▶ _Task statement_
Your copy of the data should match it exactly, except that the pictures are gone.

▶ _Dataset excerpt_
++++++++++++++++++++

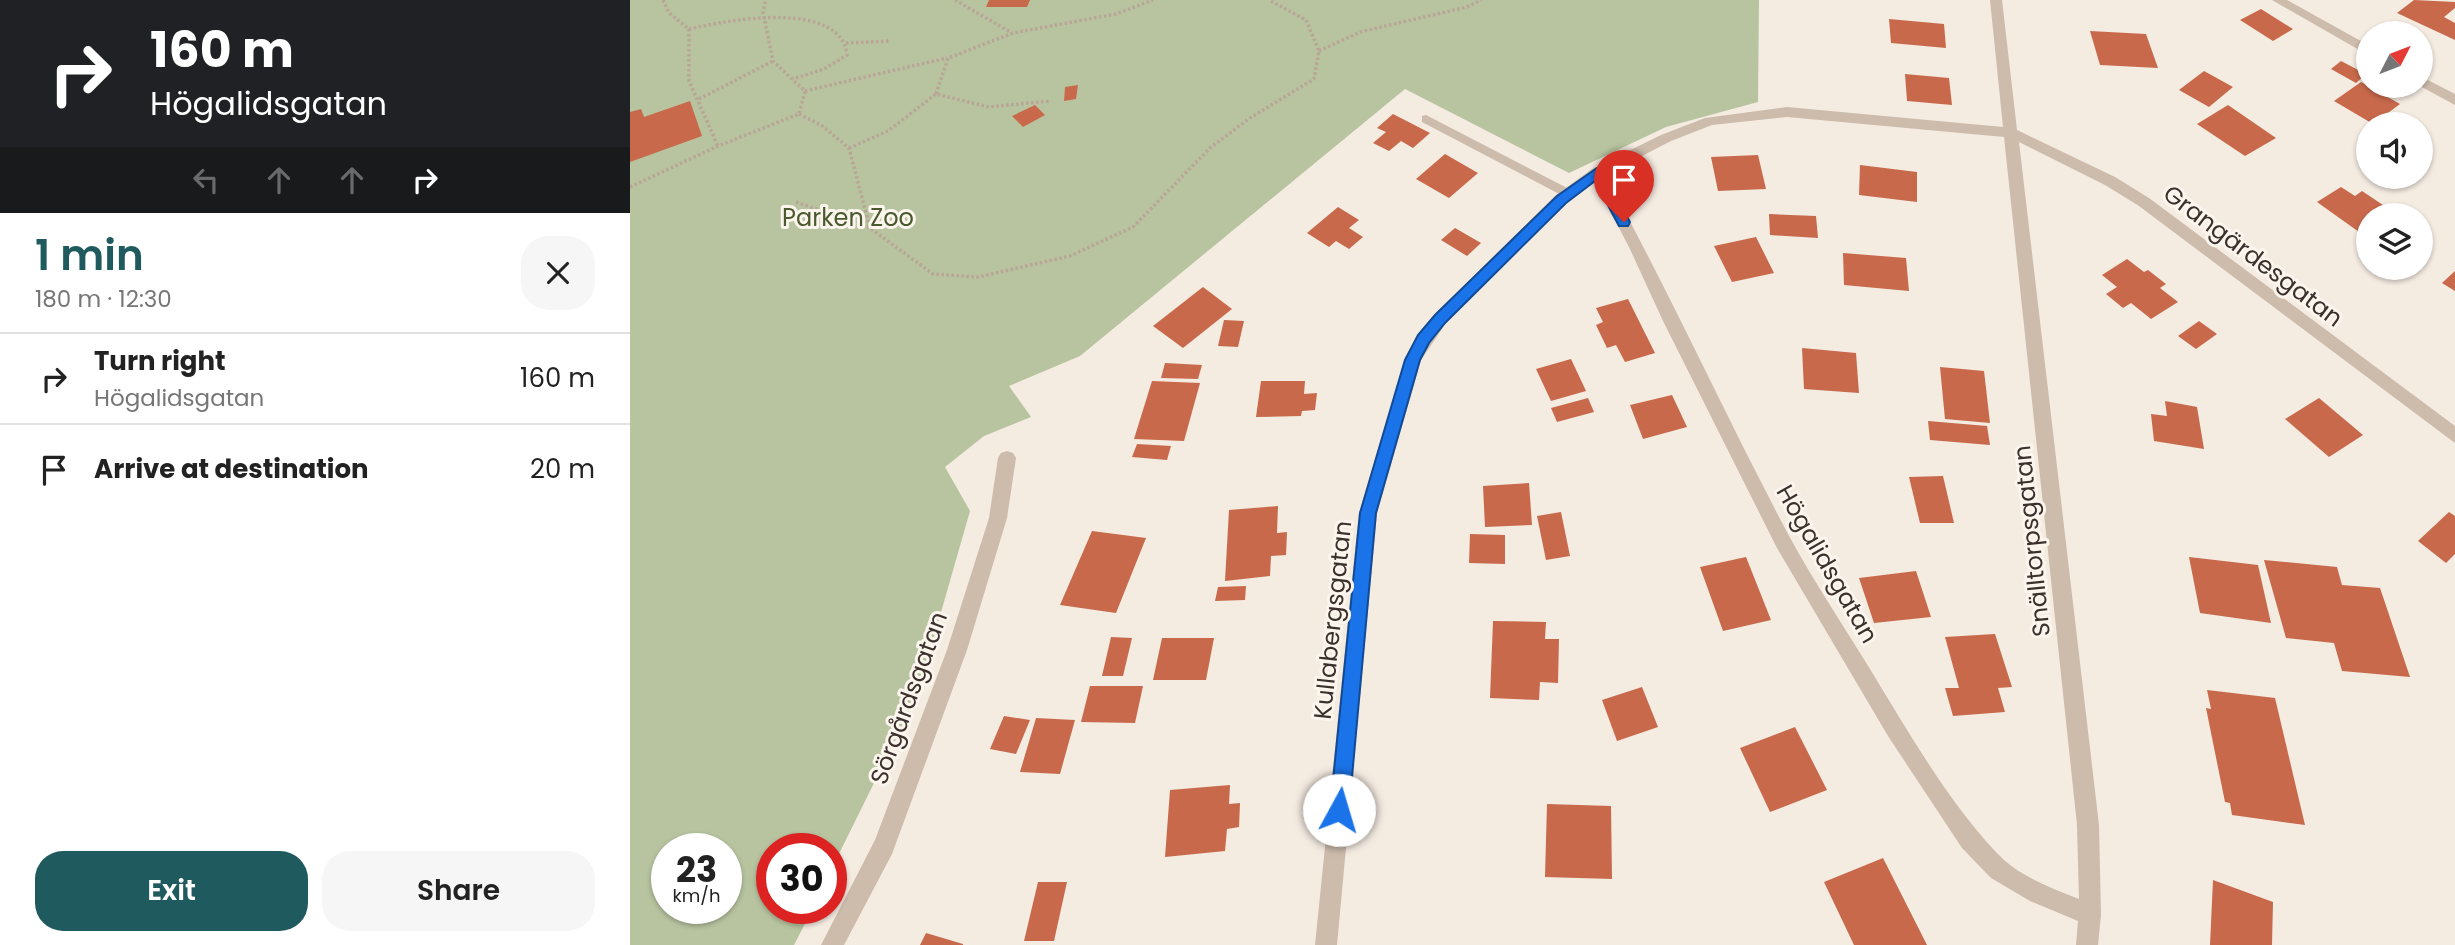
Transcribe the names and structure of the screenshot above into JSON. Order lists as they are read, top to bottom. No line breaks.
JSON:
{"streets":{"street":["Grangärdesgatan","Snälltorpsgatan","Högalidsgatan","Kullabergsgatan","Sörgårdsgatan"]},"crossings":[["Grangärdesgatan","Snälltorpsgatan"],["Snälltorpsgatan","Högalidsgatan"],["Högalidsgatan","Kullabergsgatan"]],"parks":["Parken Zoo"],"north":"top right","page":{"turn":["160 m","Högalidsgatan"],"heading":["1 min","180 m · 12:30"],"list":[{"name":"Turn right","note":"Högalidsgatan","value":"160 m"},{"name":"Arrive at destination","value":"20 m"}],"speed":"23 km/h","limit":"30","buttons":["Exit","Share"]}}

++++++++++++++++++++

▶ _Task solution_
Transcribe the names and structure of the screenshot above into JSON. Order lists as they are read, top to bottom. No line breaks.
JSON:
{"streets":{"street":["Grangärdesgatan","Snälltorpsgatan","Högalidsgatan","Kullabergsgatan","Sörgårdsgatan"]},"crossings":[["Grangärdesgatan","Snälltorpsgatan"],["Snälltorpsgatan","Högalidsgatan"],["Högalidsgatan","Kullabergsgatan"]],"parks":["Parken Zoo"],"north":"top right","page":{"turn":["160 m","Högalidsgatan"],"heading":["1 min","180 m · 12:30"],"list":[{"name":"Turn right","note":"Högalidsgatan","value":"160 m"},{"name":"Arrive at destination","value":"20 m"}],"speed":"23 km/h","limit":"30","buttons":["Exit","Share"]}}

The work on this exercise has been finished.